Escalating the Quantity of Medical Data Using CTGAN: Diabetes Dataset
by Jihyung Kim
Abstract – The number of diabetes diagnoses is increasing sharply in the United States. It is a life- long disease that can cause serious symptoms such as blurred visions. Collecting medical data requires a consent form and goes through complicated procedures, which makes it harder. Conditional Generative Adversarial Network(CTGAN) can help to solve this problem. GAN is a Deep Learning model that manufactures synthetic data. CTGAN is basically GAN because it goes through very similar procedures, but CTGAN is for table data. We checked how accurate the fake data was to the real data using various machine learning models and deep learning. Logistic Regression(LR), Decision Tree(DT), KNN, Gradient Boosting(GB), Light Gradient Boosting Machine(LGBM), Support Vector Classifier(SVC), Gaussian, and Deep Neural Network(DNN) got 40.55%, 38.1%, 44.5%, 39%, 35.35%, 44.05%, 53.65%, 39.25%, and 34.2%, respectively. We applied GridSearch on two models: Random Forest(RF) and Light Gradient Boosting Machine(LGBM).
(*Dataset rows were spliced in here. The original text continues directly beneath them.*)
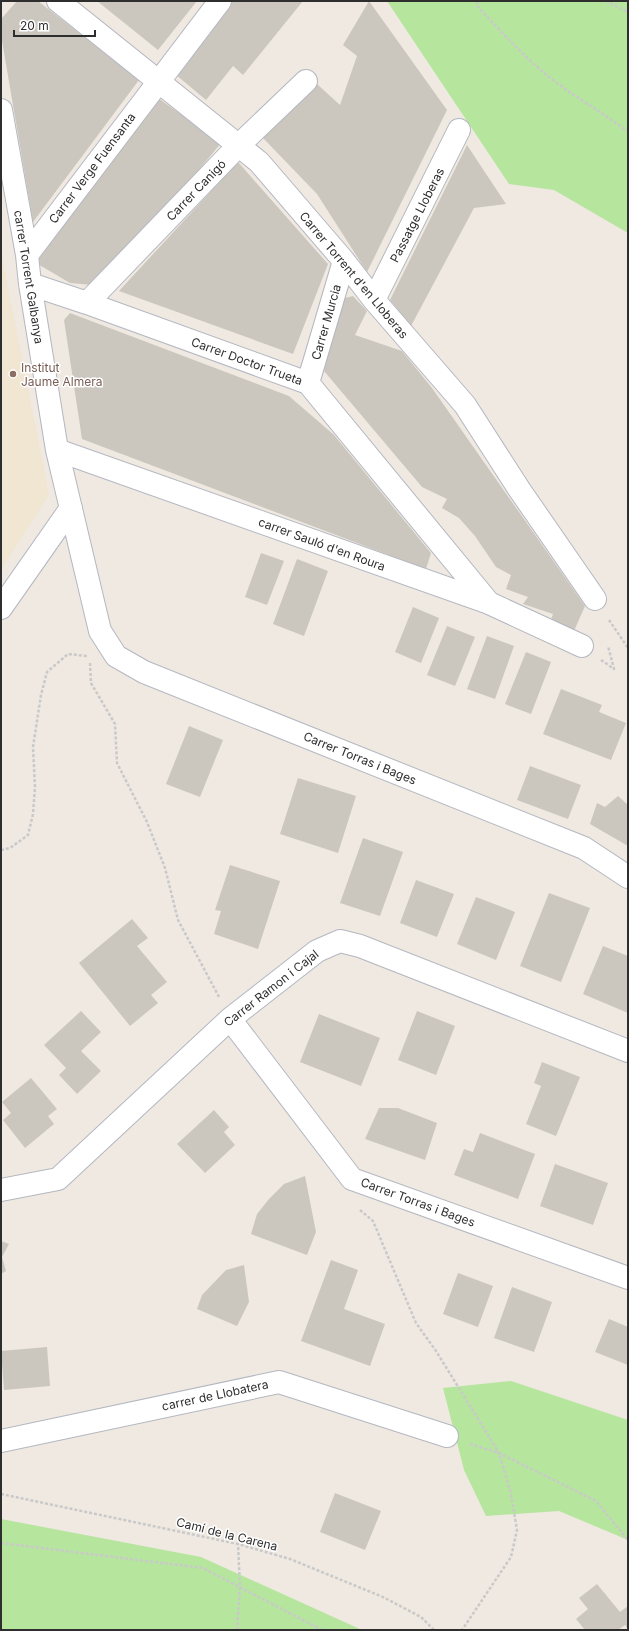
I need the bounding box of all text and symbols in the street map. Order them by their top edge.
scale bar [14,12,95,38]
text: 20 m [20,18,49,33]
street label: Carrer Verge Fuensanta [45,110,139,226]
street label: Carrer Canigó [163,156,229,224]
street label: Passatge Lloberas [387,165,447,265]
street label: carrer Torrent Galbanya [11,209,47,345]
street label: Carrer Torrent d'en Lloberas [297,209,411,341]
street label: Carrer Murcia [308,282,344,362]
street label: Carrer Doctor Trueta [189,334,305,388]
place label: Institut Jaume Almera [21,360,103,389]
marker: Institut Jaume Almera [8,369,18,379]
street label: carrer Sauló d'en Roura [256,514,388,574]
street label: Carrer Torras i Bages [301,728,419,788]
street label: Carrer Ramon i Cajal [221,946,321,1030]
street label: Carrer Torras i Bages [359,1174,477,1230]
street label: carrer de Llobatera [160,1376,270,1414]
street label: Camí de la Carena [175,1514,279,1554]

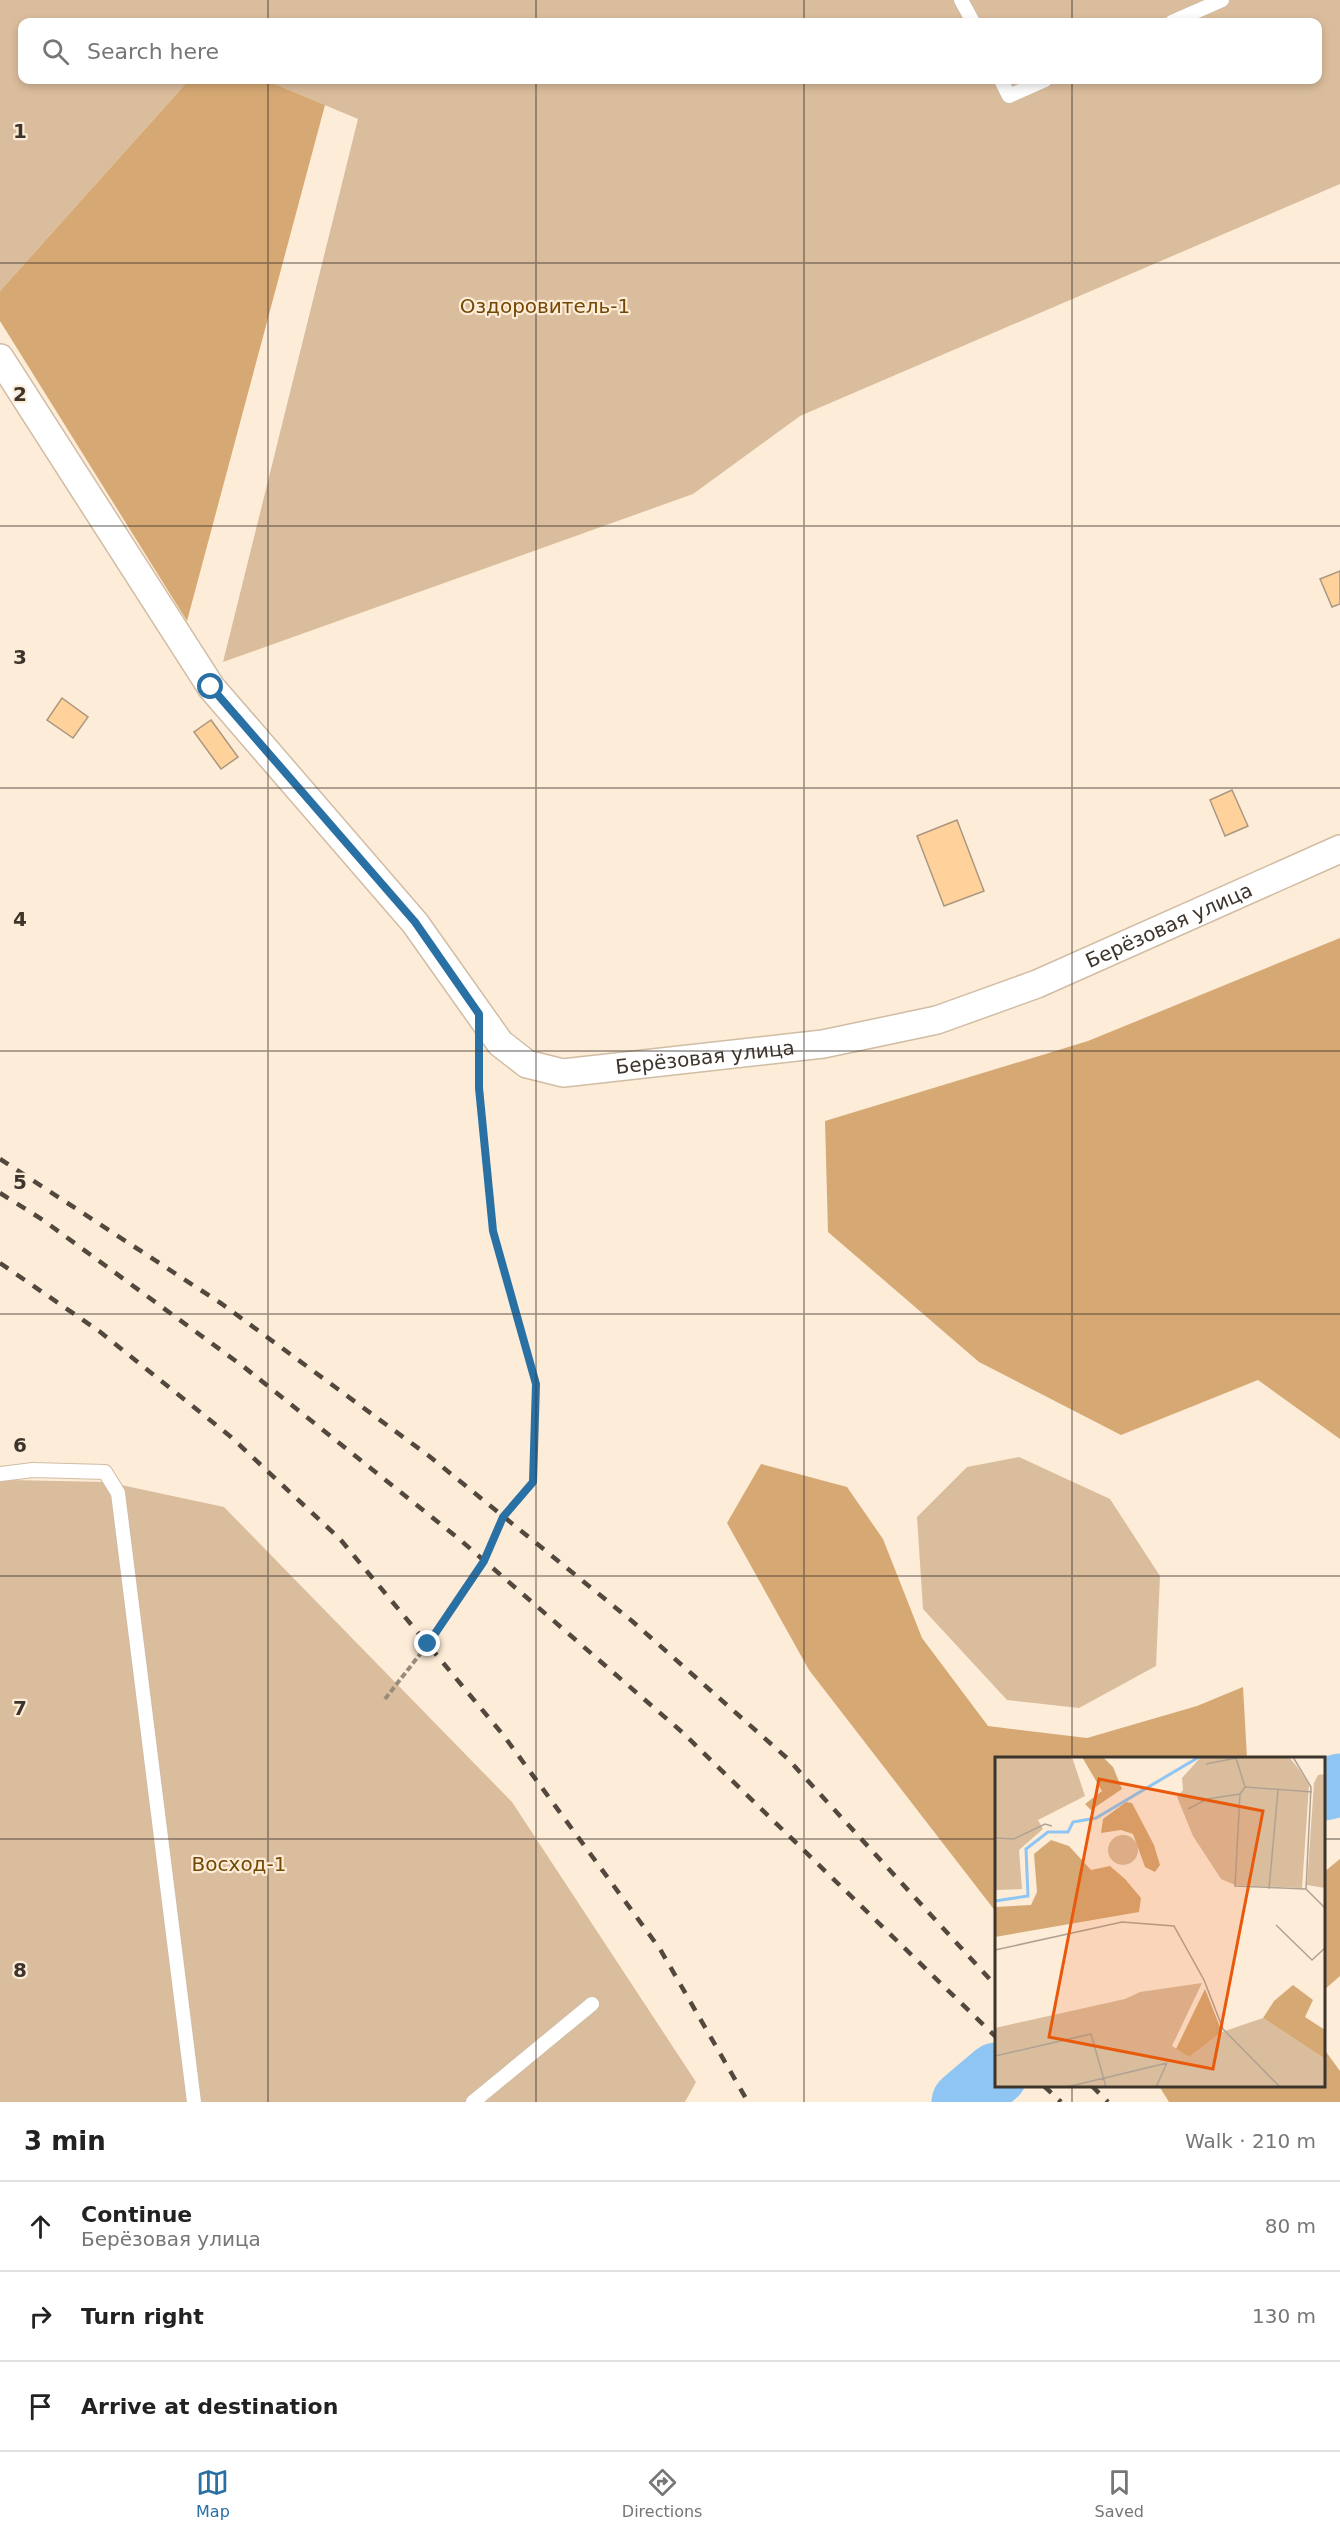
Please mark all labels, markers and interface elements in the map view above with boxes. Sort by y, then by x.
search box [18,18,1322,84]
icon: search [39,35,72,68]
text: Search here [87,39,219,64]
text: 1 [13,119,27,143]
park label: Оздоровитель-1 [460,294,630,318]
text: 2 [13,382,27,406]
text: 3 [13,645,27,669]
route start [197,673,223,699]
street label: Берёзовая улица [1082,878,1256,973]
text: 4 [13,907,27,931]
street label: Берёзовая улица [614,1035,796,1079]
text: 5 [13,1170,27,1194]
text: 6 [13,1433,27,1457]
route end [414,1630,440,1656]
text: 7 [13,1696,27,1720]
inset map [995,1757,1325,2087]
park label: Восход-1 [192,1852,286,1876]
text: 8 [13,1958,27,1982]
text: 3 min [24,2126,106,2156]
text: Walk · 210 m [1185,2129,1316,2153]
text: Continue [81,2202,192,2227]
icon: ahead [24,2210,57,2243]
text: 80 m [1265,2214,1316,2238]
text: Берёзовая улица [81,2227,261,2251]
icon: right [24,2300,57,2333]
text: Turn right [81,2304,204,2329]
text: 130 m [1252,2304,1316,2328]
icon: arrive [24,2390,57,2423]
text: Arrive at destination [81,2394,338,2419]
tab: Map [196,2466,230,2521]
tab: Directions [622,2466,702,2521]
tab: Saved [1095,2466,1144,2521]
Random Forest(RF) showed a bit better accuracy by performing 77.85% while Light Gradient Boosting Machine(LGBM) performed 76.65%. Then we decided to create a new dataset combining the fake data with a bit of real data. When we compared the new dataset with the pure real data, the accuracy scores from all models almost doubled, 100%, 77.3%, 88.5%, 93.9%, 93.05%, 88%, 93.9%, 75.05%, and 65.8%, respectively. Although we had to modify the model in order to reach a satisfactory result, CTGAN can become a very significant model for researchers who need a large amount of data.